Wednesday, April 25, 2012

Probably Not The Way To Earn Respect

 
North Korea must have hired Baghdad Bob  as a speechwriter:
North Korea is boasting of “powerful, modern weapons” that can defeat in a single blow the United States, which it accuses of plotting a war against it.

Chief of general staff, Ri Yong Ho, gave no further details about the weaponry in his speech to mark the North Korean army's 80th anniversary.
People of a certain age (e.g. my age or older and don't you dare ask!) will recognize immediately the patois of the overblown.
 
See, we heard this sort of nonsense, from both sides, a lot during the Cold War.
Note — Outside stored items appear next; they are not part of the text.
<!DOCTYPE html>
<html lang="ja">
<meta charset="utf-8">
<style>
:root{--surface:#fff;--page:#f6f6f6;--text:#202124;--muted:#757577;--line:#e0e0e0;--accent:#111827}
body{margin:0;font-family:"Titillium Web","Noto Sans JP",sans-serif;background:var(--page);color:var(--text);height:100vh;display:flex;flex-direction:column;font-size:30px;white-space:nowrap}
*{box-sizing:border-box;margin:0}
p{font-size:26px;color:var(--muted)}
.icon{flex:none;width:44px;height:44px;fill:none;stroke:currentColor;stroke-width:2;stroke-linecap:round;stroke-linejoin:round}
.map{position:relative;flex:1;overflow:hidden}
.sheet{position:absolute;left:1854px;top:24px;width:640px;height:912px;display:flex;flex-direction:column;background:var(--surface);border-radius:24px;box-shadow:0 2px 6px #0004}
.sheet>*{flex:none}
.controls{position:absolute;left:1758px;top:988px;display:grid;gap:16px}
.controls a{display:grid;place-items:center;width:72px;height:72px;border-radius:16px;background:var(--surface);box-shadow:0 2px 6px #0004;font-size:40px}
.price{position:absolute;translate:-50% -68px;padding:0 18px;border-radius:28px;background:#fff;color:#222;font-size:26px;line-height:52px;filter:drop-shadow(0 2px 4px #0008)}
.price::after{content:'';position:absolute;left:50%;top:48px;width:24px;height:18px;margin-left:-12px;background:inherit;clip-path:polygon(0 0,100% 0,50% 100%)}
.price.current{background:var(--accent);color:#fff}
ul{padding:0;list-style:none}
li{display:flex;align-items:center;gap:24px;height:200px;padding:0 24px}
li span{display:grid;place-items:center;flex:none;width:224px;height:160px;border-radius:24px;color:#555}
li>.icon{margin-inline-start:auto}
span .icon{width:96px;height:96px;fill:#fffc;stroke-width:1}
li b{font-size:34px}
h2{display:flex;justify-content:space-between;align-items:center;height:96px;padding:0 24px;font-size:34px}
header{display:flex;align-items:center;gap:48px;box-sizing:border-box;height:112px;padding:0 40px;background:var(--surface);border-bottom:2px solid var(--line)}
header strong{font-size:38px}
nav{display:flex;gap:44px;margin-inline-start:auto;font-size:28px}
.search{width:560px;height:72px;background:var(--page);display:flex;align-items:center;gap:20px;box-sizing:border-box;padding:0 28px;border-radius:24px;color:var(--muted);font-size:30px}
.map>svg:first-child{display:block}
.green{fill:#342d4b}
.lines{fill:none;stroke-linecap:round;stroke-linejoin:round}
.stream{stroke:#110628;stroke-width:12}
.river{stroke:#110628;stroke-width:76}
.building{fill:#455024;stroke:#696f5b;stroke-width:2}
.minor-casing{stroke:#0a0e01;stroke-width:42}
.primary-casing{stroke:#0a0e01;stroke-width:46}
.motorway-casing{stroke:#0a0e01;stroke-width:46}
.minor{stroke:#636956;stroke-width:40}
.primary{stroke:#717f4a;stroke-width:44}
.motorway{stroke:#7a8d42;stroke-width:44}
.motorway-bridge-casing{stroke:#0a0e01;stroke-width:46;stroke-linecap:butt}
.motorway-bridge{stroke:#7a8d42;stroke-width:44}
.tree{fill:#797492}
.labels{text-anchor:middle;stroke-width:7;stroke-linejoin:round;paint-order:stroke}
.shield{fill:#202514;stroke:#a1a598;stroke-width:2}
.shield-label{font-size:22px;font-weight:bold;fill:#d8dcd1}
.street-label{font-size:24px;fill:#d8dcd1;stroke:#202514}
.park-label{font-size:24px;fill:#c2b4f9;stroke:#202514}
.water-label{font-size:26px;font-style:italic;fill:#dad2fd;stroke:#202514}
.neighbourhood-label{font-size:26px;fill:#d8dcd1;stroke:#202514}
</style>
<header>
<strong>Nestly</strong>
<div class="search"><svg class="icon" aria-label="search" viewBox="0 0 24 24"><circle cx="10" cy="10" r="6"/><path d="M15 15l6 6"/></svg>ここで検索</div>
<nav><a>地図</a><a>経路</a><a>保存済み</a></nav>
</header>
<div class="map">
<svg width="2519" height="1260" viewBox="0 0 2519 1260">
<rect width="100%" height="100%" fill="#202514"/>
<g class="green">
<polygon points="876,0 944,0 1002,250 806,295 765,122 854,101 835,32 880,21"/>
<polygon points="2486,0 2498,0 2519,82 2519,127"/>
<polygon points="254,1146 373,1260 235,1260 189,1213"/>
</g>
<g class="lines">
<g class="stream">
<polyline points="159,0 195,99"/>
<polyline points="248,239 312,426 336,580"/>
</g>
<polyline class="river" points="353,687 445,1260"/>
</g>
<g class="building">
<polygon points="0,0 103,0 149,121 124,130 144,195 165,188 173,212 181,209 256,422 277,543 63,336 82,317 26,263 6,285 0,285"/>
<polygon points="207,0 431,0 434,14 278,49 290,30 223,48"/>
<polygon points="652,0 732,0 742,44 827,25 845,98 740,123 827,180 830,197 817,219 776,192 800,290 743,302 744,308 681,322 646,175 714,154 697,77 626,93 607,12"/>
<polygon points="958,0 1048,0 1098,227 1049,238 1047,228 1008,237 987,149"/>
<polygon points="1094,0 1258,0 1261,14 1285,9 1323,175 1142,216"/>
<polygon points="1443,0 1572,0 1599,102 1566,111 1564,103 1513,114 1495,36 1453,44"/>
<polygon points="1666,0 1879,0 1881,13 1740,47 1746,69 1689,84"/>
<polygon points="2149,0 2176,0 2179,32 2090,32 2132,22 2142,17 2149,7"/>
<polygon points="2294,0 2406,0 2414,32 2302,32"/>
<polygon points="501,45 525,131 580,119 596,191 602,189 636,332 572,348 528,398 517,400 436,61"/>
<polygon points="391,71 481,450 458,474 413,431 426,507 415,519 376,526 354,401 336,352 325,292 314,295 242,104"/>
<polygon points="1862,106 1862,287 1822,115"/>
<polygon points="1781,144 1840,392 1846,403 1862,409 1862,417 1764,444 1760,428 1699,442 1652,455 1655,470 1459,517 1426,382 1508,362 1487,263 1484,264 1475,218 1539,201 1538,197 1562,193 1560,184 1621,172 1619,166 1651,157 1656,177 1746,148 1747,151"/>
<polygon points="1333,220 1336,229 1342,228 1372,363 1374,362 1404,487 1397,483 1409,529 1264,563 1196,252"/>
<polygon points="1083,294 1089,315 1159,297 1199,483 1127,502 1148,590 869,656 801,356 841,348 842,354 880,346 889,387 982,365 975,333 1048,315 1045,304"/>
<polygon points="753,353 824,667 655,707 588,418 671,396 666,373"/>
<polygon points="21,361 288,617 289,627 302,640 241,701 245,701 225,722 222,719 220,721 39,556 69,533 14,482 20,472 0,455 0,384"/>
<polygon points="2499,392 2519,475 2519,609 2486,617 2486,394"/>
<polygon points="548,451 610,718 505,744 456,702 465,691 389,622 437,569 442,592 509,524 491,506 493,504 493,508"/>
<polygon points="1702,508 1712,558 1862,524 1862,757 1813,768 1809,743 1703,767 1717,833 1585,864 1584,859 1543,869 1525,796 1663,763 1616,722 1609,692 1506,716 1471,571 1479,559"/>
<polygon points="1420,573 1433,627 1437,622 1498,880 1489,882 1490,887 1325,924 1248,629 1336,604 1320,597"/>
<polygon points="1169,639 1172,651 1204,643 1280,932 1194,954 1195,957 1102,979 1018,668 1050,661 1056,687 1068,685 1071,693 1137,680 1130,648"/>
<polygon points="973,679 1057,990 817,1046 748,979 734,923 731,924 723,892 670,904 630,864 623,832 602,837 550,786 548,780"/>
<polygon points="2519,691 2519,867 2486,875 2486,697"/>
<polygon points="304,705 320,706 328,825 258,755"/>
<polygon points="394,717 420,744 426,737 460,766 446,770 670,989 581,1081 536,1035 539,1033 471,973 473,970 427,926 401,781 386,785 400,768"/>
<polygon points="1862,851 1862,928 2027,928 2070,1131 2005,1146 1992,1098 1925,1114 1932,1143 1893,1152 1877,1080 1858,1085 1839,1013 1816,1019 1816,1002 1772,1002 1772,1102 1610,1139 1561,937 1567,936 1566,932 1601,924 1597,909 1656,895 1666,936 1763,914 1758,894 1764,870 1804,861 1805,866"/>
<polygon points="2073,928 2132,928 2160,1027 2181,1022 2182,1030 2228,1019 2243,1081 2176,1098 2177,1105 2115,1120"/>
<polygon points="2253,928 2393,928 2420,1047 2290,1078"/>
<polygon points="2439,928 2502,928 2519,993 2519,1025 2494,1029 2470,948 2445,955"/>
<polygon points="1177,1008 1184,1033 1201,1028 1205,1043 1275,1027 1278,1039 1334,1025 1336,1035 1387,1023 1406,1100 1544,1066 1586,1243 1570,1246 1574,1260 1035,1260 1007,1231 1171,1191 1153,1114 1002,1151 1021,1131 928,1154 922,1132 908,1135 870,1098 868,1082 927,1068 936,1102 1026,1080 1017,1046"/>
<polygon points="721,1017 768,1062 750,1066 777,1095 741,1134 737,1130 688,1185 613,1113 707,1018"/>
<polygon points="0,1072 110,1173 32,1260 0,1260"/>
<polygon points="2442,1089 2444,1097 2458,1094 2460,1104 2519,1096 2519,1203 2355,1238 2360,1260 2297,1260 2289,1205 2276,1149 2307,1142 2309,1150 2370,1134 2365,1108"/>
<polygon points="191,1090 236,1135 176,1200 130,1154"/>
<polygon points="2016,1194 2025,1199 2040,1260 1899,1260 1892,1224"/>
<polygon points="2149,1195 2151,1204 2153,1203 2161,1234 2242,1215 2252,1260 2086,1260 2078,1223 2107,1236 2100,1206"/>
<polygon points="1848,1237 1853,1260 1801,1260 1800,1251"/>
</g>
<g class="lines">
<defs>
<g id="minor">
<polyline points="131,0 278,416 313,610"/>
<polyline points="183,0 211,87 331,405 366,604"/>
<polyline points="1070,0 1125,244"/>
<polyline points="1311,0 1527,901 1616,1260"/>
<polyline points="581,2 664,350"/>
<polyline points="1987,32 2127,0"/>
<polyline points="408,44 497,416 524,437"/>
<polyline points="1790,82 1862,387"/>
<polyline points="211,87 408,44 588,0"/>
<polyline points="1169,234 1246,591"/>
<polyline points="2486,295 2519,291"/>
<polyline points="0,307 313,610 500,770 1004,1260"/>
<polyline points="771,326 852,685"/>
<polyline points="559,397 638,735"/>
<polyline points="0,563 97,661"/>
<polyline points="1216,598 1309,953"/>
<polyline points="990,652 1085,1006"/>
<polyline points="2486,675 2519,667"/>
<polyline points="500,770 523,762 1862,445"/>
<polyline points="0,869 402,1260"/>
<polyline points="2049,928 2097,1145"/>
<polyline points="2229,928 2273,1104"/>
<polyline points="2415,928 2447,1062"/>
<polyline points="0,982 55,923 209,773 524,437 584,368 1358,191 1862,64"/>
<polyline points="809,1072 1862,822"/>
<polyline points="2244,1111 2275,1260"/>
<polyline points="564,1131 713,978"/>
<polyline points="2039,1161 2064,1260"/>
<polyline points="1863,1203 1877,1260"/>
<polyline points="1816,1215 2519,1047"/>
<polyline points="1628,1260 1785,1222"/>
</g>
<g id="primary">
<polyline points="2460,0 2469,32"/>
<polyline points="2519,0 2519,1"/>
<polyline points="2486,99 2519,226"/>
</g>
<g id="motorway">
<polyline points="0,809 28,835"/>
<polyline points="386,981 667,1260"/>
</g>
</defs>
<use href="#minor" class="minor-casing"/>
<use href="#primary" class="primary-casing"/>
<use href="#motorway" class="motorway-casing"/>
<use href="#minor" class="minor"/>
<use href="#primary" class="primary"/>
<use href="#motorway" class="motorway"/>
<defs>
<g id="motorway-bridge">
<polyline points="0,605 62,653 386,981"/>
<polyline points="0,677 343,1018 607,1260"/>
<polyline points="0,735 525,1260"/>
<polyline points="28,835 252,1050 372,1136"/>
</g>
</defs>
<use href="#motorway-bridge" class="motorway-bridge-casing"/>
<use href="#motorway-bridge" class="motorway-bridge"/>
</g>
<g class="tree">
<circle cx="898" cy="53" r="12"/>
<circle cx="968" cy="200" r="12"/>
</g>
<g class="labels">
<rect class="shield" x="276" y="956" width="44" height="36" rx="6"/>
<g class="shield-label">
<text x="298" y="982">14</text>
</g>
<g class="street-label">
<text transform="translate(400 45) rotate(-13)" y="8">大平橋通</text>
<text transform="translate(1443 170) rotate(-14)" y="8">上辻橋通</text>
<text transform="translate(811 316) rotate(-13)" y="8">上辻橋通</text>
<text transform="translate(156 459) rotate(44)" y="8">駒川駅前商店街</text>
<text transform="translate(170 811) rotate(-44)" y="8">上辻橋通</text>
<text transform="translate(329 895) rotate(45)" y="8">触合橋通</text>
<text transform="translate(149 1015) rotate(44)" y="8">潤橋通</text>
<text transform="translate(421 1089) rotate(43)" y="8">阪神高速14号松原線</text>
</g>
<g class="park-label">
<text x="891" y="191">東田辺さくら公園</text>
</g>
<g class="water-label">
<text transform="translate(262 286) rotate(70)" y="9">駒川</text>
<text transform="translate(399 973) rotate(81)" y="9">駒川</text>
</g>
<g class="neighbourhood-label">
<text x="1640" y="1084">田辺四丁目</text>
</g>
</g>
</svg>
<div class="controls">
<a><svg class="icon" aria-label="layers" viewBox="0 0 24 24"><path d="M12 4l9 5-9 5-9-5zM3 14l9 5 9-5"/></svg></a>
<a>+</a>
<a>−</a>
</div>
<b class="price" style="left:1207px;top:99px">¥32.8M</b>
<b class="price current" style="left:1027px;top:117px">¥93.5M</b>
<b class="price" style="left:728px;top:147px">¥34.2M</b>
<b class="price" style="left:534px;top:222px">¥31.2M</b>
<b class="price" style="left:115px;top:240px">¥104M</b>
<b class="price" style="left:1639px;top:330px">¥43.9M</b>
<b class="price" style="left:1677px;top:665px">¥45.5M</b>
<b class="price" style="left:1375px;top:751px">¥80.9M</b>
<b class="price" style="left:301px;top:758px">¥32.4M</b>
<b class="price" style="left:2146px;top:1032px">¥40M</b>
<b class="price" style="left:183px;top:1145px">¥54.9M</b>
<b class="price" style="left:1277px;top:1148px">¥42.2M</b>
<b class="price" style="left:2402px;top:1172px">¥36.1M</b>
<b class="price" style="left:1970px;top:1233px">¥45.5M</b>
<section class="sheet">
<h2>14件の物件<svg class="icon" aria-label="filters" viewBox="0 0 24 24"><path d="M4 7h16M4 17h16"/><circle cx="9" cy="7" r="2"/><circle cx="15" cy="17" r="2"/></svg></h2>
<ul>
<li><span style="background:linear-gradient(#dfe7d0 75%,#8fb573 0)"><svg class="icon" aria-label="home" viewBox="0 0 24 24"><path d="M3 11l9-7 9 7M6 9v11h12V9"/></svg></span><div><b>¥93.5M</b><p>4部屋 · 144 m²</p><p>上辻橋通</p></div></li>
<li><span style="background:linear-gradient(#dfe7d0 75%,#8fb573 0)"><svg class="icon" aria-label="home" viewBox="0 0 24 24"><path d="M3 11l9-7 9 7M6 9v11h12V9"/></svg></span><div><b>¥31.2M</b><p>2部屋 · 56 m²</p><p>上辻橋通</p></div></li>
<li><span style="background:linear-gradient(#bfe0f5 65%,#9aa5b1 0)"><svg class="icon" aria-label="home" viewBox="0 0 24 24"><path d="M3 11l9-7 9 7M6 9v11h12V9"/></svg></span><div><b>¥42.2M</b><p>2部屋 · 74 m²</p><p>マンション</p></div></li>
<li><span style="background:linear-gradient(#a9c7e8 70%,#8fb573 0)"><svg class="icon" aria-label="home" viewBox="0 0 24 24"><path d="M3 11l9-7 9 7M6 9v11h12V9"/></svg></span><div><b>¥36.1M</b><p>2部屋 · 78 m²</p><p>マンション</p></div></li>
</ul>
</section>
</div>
Basically, it boils down to "My dad can beat up your dad," or a threat that no one takes seriously except to note that it deflects attention from the real problem: the bully standing in front of you.
 
Or in North Korea's case, the idiot in the Central Luxury House. but I digress...
 
Bluffs like this only serve to point out the lunacy of aggression: much like teasing a Yorkie only creates a noisy yap that annoys the family and neighbors, aggressively asserting American exceptionalism and hegemony over nations that can barely field a soccer team, much less an army, ought to be beneath the greatest military power in history.
 
That said...
 
It is not inconceivable for North Korea to eventually develop weaponry that the United States could be caught unaware of. You'd like to think that any "powerful, modern weapon" would either be developed by us or our allies first, or we'd at least be aware of it and comprehend the science well enough to develop defenses against it.
 
And therein lies the rub: American culture has ceded technology and science to other nations, nations that do not necessarily have American interests at heart. It's one thing to say South Korea (just as a hypothetical) has our back and develops technology they share with us, it's quite another to assume that's always going to be the case with a burgeoning behemoth like China sitting on their doorstep.
 
I mention Korea because they've been accused of warping scientific ethics in the past, like bans on human cloning.
 
It's one thing to say India will never develop a weapon without sharing their technology, quite another to assume it when their realpolitik includes closer relations with Russia than with the US.
 
North Korea may be the only nation on the planet whose defense budget eats up a bigger portion of their GDP than ours. North Korea is an extremely secretive place which is the perfect breeding ground for a weapon of mass destruction.
 
They may not have the ability to develop this kind of weaponry-- that usually involves education and a populace that isn't starving-- but you never know.
 
People get lucky. All it might have taken to prevent the September 11 attacks was a bad thunderstorm over the northeast.